First things first: 'What is ad retargeting?'. Simply put, it's advertising targeted specifically at you, based on things you have already shown an interest in, but not bought. Say, for example, you were mulling over a lovely pair of socks on your favourite sock retailer's website but navigated away without purchasing said pair of socks. The chances are, you will suddenly notice adverts appearing on websites you visit later on that day as if you were being hounded by some kind of relentless electronic sock salesman (an RESS, as it's known in the industry). Coincidence? No. You've been retargeted.
This sort of advertising is set to start happening a lot more in the coming year.

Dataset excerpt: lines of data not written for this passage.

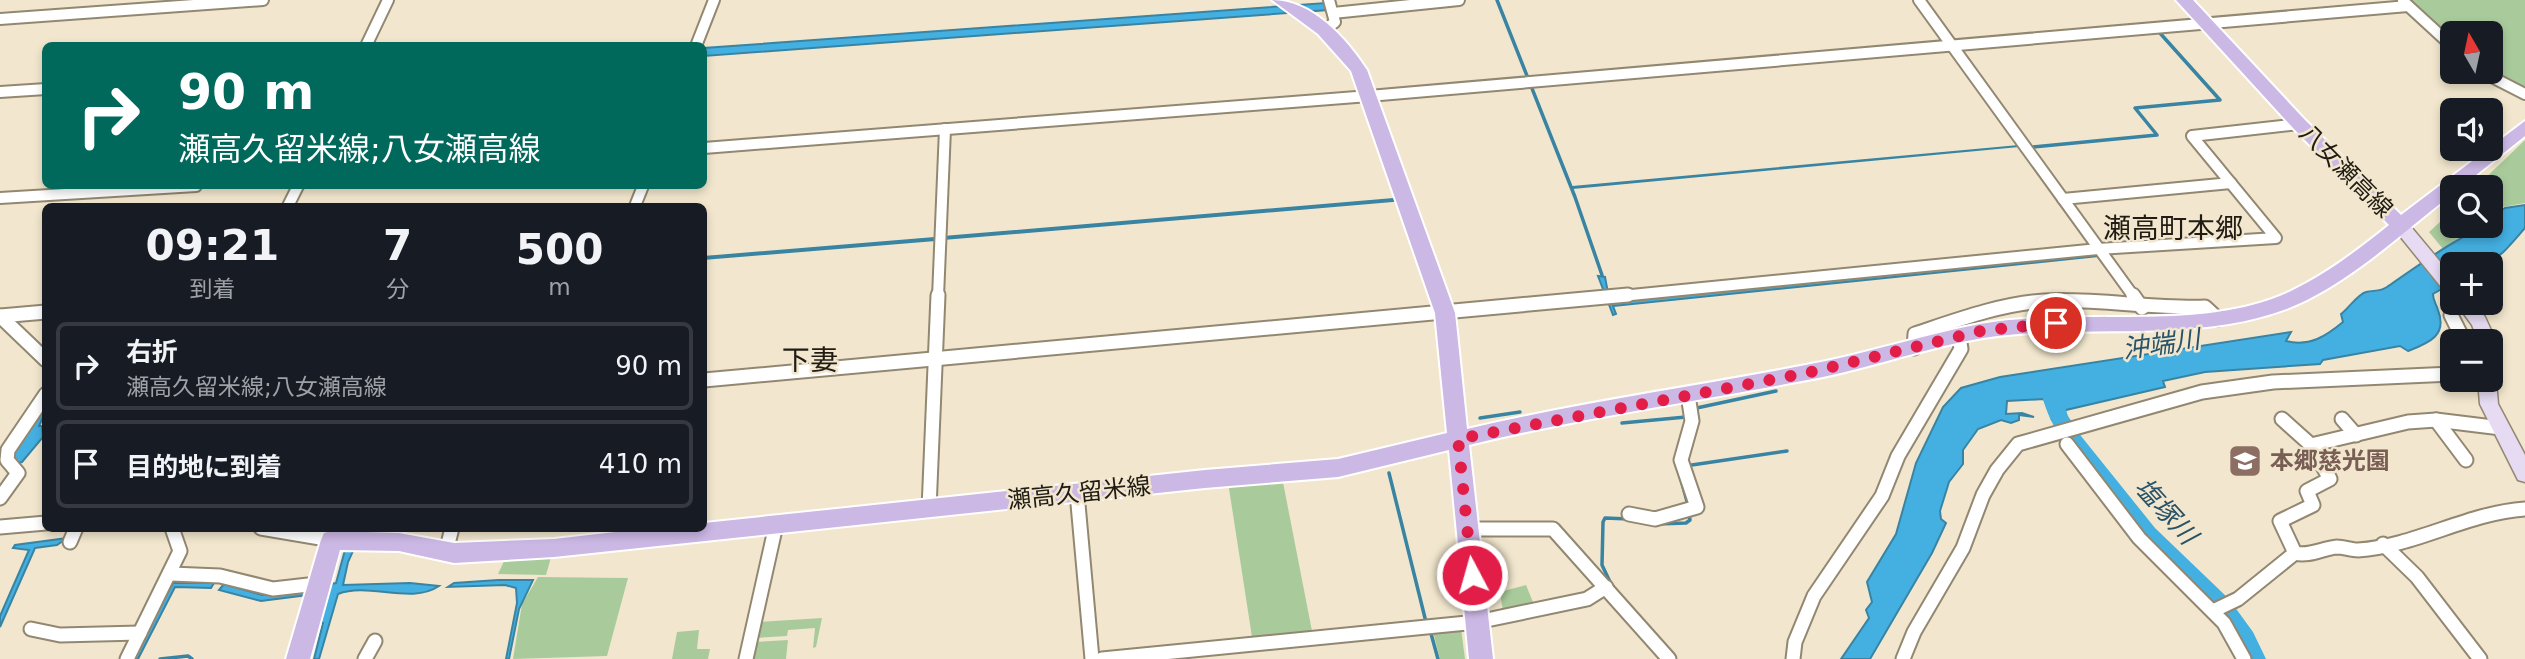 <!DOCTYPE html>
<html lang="ja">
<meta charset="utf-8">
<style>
body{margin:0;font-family:"DejaVu Sans","Noto Sans JP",sans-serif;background:#20242c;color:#f1f3f6;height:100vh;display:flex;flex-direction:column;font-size:26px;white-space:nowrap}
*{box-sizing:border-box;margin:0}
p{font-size:23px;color:#9ea1a6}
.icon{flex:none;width:38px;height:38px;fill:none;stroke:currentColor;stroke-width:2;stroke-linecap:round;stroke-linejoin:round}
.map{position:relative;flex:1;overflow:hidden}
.drawer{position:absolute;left:42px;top:203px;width:665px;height:329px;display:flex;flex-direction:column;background:#171b24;border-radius:10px;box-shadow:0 4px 10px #0003}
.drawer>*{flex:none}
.guide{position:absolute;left:42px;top:42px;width:665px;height:147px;border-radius:10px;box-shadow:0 4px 10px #0003;background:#00695c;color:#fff;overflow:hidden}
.needle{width:46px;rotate:351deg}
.fabs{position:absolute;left:2440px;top:21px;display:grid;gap:14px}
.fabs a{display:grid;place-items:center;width:63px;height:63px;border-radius:10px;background:#171b24;box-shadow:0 4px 10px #0003;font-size:35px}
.pin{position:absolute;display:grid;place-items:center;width:60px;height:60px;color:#fff;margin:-30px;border:4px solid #fff;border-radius:50%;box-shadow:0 2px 7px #0007}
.me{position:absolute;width:77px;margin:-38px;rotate:354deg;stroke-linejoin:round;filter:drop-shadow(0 0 5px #0008)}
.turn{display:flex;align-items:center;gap:24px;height:147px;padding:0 21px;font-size:32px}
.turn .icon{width:91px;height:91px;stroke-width:2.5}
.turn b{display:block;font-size:49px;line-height:60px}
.eta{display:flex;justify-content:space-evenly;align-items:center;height:119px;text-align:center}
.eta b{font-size:42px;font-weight:800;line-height:49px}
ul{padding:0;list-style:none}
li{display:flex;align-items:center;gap:21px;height:88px;margin:0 14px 10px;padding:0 7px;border:4px solid #363941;border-radius:10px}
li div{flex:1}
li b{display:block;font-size:26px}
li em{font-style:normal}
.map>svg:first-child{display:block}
.green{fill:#a9cb9c}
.water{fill:#44b0e1;stroke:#3984a3;stroke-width:2}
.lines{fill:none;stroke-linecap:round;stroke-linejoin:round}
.stream{stroke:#3984a3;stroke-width:3.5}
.river{fill:#44b0e1;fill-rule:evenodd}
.street-far1-casing{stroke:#928771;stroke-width:14}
.street-casing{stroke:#928771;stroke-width:17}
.secondary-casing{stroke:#928771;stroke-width:3}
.primary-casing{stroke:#fff;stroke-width:4}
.street-far1{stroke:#fff;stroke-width:10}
.street{stroke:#fff;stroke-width:13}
.secondary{fill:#e6dbf2;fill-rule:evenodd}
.primary{fill:#ccb8e5;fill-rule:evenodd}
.route{stroke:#e11d48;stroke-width:12;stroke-dasharray:0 21.6}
.labels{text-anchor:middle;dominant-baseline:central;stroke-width:5;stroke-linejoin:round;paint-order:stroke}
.street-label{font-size:24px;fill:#201c13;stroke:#f2e7ce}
.education-label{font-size:24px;font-weight:bold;fill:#785e54;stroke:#f2e7ce;text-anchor:start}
.water-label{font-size:26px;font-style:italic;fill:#275268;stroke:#f2e7ce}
.quarter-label{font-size:28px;fill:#201c13;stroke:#f2e7ce}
</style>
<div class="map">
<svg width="2525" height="659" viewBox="0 0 2525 659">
<rect width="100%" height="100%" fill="#f2e7ce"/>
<g class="green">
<path d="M2405,0H2525V91L2490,72V33H2452V42Z"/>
<path d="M2525,140V203L2497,208L2490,213V187H2476Z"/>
<path d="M2452,211V226H2474L2443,249L2429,232Z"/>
<path d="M1282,477L1312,631L1252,637L1228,482Z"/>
<path d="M552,554L546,575L498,574L506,557Z"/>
<path d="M538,577L628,578L607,656L513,659L522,604Z"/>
<path d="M1526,585L1535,607L1503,612L1500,592Z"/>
<path d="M822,618L816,647L813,648L815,628L788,630L787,636L755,638L758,622Z"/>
<path d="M1461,628L1465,659H1440L1433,632Z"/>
<path d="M699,630L697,649H710L708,659H672L677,632Z"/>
<path d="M788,640L786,659H750L754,642Z"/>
</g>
<g class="water">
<path d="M1326,3L1328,10L704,56V48Z"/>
<path d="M2019,146L1573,188L1572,187Z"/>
<path d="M1393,199L1394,201L944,239V237Z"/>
<path d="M2525,205V228C2495,262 2497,264 2452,264V283L2433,294C2433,301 2436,303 2438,310C2448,336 2428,343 2408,351L2400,346L2323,360L2320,364L2205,372L2163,381L2165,387L2066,410L2061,418L2052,420L2044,399L2007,401L2006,414L2022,413L2034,417L2019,415V420L2011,423L2001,420L1978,429L1963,450V464L1949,482L1940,511L1941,519L1946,523L1932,553L1870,659H1841L1869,618L1866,610L1872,602L1867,582L1896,534L1916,463L1943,407L1961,388L2000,377L2291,332L2286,341C2310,347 2326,336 2343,322L2341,314C2348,309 2358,294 2366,292C2373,290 2380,292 2387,287C2406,274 2472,226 2490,226V218L2505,208Z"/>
<path d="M936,238L935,240L704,259V257Z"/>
<path d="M2096,253L2099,256L1613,306L1616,314L1613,315L1598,276L1605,277L1608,293Z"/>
<path d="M45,402V413L39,426H42L43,437L22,462L18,463L11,453Z"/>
<path d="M351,528L363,529L348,562L343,585L410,583L439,586C411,605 369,582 338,594L319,659H314L323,623H320L324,593L261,601L219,590L224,584L262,595L336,583Z"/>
<path d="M67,538L57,545L35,548L0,627V616L29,550L13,548L15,545Z"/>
<path d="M498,580H533L519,609L509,659H506L517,603L516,588L505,585L448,587L454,583Z"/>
<path d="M173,583H214L211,588L175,587L138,659H132Z"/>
</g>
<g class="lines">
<g class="stream">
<path d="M1497,0L1575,197L1602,275"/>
<path d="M2033,147L2157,135L2135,108L2220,100L2159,32"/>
<path d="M1692,409L1776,391"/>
<path d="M1480,418L1520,412"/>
<path d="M1622,423L1686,417"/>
<path d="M1685,466L1787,451"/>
<path d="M1389,473L1426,622"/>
<path d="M1680,476L1688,505"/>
<path d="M1657,524L1686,523L1690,520L1689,513"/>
<path d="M1611,584L1602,565L1603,522L1605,518L1629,519"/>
<path d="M1430,630L1438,659"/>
<path d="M160,659L188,656L192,659"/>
</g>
<path class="river" d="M2052,387L2059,389L2068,416L2081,436L2155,528L2229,599L2253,632L2266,659H2242C2223,617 2188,589 2155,558C2120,523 2052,442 2042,395L2045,389Z"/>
<defs>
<g id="street-far1">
<path d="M1919,0L2134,297"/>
<path d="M2403,1L2452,46"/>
<path d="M1333,13L1459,0"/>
<path d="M0,19L263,0"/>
<path d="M1326,29L1335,22L1329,0"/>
<path d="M366,46L388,0"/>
<path d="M696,46L714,0"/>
<path d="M2482,72L2525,94"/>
<path d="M0,92L46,89"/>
<path d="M704,148L1369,96L2408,6"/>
<path d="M0,198L196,186"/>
<path d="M2063,199L2231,183"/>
<path d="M288,206L298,186"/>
<path d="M635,206L643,186"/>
<path d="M938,297L945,129"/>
<path d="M1611,297L2098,249L2276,238L2192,136L2299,124"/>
</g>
<g id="street">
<path d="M2133,295L2142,308"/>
<path d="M2451,315L2464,341"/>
<path d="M0,316L46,360"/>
<path d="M0,316L46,312"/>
<path d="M1914,348L1915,334C1957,320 2000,304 2044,301C2098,298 2151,309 2205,307L2218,319"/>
<path d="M704,380L1628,295"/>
<path d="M2282,419L2311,445L2330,479L2307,491L2313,505L2280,521L2295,553"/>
<path d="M2342,419L2356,435"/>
<path d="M2436,420L2466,460"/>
<path d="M2067,444L2139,538L2224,623L2244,659"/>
<path d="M2311,445L2408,422L2436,420L2501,428"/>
<path d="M1077,493L1092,659"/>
<path d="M0,498L18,473L7,460L8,450L46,394"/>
<path d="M929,509L938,295"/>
<path d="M1629,514L1655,519L1697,507L1681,460L1692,421L1688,395"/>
<path d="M0,527L46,523"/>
<path d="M261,528L332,540L337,528"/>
<path d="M1468,529H1553L1669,659"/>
<path d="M70,542L76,528"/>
<path d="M2383,544L2417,577L2480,659"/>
<path d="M446,552L452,528"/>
<path d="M171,574L220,576L273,589L317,584"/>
<path d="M2215,610L2238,599L2295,553C2309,557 2323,548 2337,547C2344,547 2351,550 2358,550C2416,546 2467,513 2525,509"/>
<path d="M31,629L60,635L140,633"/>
<path d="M127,659L180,551L172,528"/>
<path d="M365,659L375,641"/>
<path d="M746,659L776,525"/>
<path d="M1102,659L1477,622L1587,599L1606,587"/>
<path d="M1793,659L1795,642L1814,596L1882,496L1898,456L1961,349L1959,337"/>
<path d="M1903,659L1914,632L1963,548L1983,495L1997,470L2018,444L2202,392L2273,382L2452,374"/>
</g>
<g id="secondary">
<path d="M2401,220L2407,222L2452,276V294L2446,293L2395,230L2393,226L2395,222Z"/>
<path d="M2456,303H2474L2485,317L2496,341L2493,346L2490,347V341H2478L2472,325Z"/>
<path d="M2490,374L2496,380L2498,404L2525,455V482L2518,480L2480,404L2478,380H2490Z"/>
</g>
<path id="primary" d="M1272,0C1312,0 1346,38 1367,70L1455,313L1467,429C1585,401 1707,385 1826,361C1877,350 1928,334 1980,324C2078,306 2204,334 2293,290C2328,273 2359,249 2389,225L2293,128L2176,0H2193L2305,120L2401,215L2525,121V136L2461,187H2452V194C2405,231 2360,273 2307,300C2213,347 2085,322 1983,338C1929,347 1876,366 1823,377C1705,400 1585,417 1469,445L1493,659H1469L1449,450L1338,477L1205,488L554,557L454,563L399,551L340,550L310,659H286L321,540L324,533L332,531L399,533L454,543L554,539L650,528H704V523L1205,470L1338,459L1447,433L1435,313L1351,71L1318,34Z"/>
</defs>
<use href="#street-far1" class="street-far1-casing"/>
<use href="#street" class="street-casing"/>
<use href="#secondary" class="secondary-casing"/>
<use href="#primary" class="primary-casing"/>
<use href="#street-far1" class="street-far1"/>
<use href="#street" class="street"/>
<use href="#secondary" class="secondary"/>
<use href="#primary" class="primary"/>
</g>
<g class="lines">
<path class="route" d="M1472,575L1458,439L1807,373L1981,331L2056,323"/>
</g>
<defs>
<symbol id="school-square" viewBox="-11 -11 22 22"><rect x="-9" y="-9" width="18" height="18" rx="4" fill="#8d6e63" stroke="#f2e7ce"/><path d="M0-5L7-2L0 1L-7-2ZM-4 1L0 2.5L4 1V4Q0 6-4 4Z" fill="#fff"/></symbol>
</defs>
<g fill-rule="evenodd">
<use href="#school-square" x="2226" y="442" width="38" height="38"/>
</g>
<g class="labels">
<g class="street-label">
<text transform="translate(2346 171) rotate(45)">八女瀬高線</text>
<text transform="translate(1079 493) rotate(-6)">瀬高久留米線</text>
</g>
<g class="education-label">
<text x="2270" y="461">本郷慈光園</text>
</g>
<g class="water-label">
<text transform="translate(2161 344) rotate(-8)">沖端川</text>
<text transform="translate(2166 511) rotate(48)">塩塚川</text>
</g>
<g class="quarter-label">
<text x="2173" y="228">瀬高町本郷</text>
<text x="810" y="360">下妻</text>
</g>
</g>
</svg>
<div class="fabs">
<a><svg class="needle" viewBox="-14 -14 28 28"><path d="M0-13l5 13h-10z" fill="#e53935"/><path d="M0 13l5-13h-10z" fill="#9ea1a6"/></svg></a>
<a><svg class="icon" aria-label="sound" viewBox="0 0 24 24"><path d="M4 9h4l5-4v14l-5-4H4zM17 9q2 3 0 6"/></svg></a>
<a><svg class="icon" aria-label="search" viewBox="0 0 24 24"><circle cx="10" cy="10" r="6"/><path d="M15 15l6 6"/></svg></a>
<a>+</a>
<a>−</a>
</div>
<div class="pin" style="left:2056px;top:323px;background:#d93025"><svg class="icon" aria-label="arrive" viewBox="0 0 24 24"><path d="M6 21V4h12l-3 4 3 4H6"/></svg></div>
<svg class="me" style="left:1472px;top:575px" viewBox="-20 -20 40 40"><circle r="17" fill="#e11d48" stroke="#fff" stroke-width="3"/><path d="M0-11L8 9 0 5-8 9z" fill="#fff"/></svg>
<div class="guide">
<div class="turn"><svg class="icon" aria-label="right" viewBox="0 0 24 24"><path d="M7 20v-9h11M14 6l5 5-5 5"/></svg><div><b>90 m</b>瀬高久留米線;八女瀬高線</div></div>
</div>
<section class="drawer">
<div class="eta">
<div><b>09:21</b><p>到着</p></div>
<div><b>7</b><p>分</p></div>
<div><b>500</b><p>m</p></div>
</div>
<ul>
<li><svg class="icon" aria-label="right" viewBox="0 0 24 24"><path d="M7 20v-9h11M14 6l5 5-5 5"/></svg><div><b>右折</b><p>瀬高久留米線;八女瀬高線</p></div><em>90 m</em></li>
<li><svg class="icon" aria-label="arrive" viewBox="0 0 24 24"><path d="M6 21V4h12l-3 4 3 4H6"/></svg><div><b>目的地に到着</b></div><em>410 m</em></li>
</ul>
</section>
</div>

Some of the major retailers are investing heavily in ad retargeting, making it one of their key online marketing strategies for 2011. The reason they’re switching investment to this area: it works. All Saints (the clothing retailer, not the girl band), say they generated a return of £21 for every £1 spent on retargeting ads in the last two months of 2010. Struq, a specialist retargeting company, claim they are generating conversions of up to 640% for their top ten clients. So, you can clearly see why it’s appealing to online retailers. But how is sitting with the consumers?
Joseph Turow, a professor from the University of Pennsylvania and a specialist in online advertising, thinks that people really don’t like it once they learn how it’s happening. Whereas to others, perhaps, it’s not quite as bad as full-on behavioural advertising because you know why these adverts keep following you around. But what if you don’t want your shopping interests to follow you around the internet? You left the site because you decided not to buy the product, now it’s appearing on every other site just to torment you. Worse yet, you might find products being targeted at people who you share your computer with, products that you really don’t want to be brought to their attention. There are some companies, such as Criteo, that provide an opt-out option at the bottom of their retargeted ads but unfortunately this is not a universal principle followed by all advertisers. A better solution may be appearing as browser firms are working on integrated 'do not track' systems, like the recently released Keep My Opt Out extension for Google Chrome which keeps opt-out settings even if your cookies get cleared.
The rise in retargeted advertising is not going unnoticed. The Institute of Practitioners in Advertising has called for immediate research and the formulation of best practice around its use. Although this is borne of a fear that there will eventually be a backlash from unhappy consumers, it is a positive nevertheless. This is an issue our friends at the Internet Advertising Bureau are tackling by including it in their EU self-regulatory good practice framework. As highlighted in our preview of the 2011, online privacy is a hot topic at the moment. If the issue of retargeted advertising is not developed with consumer control and transparency in mind, there could well be an eventual uproar from consumers. What’s more, if left to develop freely, along with personalised behavioural advertising, what’s next? Personalised biometric advertising, Minority Report-style?
Consumers may not be totally adverse to retargeted advertising: there are circumstances where it could be truly useful – where it’s used not just to readvertise something to you but if it’s remarketed in a different way. That pair of socks you decided not to purchase may have been because you thought the price was too high so you went to look somewhere else. If, later on, an advert for those socks reappeared on a different site telling you they had been reduced by 50%, you might be extremely happy and praise the ingenuity of those clever retargeting advertisers. On the other hand, you may have already bought another pair of socks and therefore the retargeted advert serves as more of a kick in the teeth than anything else. The key really lies in the proper implementation of sensible guidelines. Hopefully in 2011 that is exactly what we will see.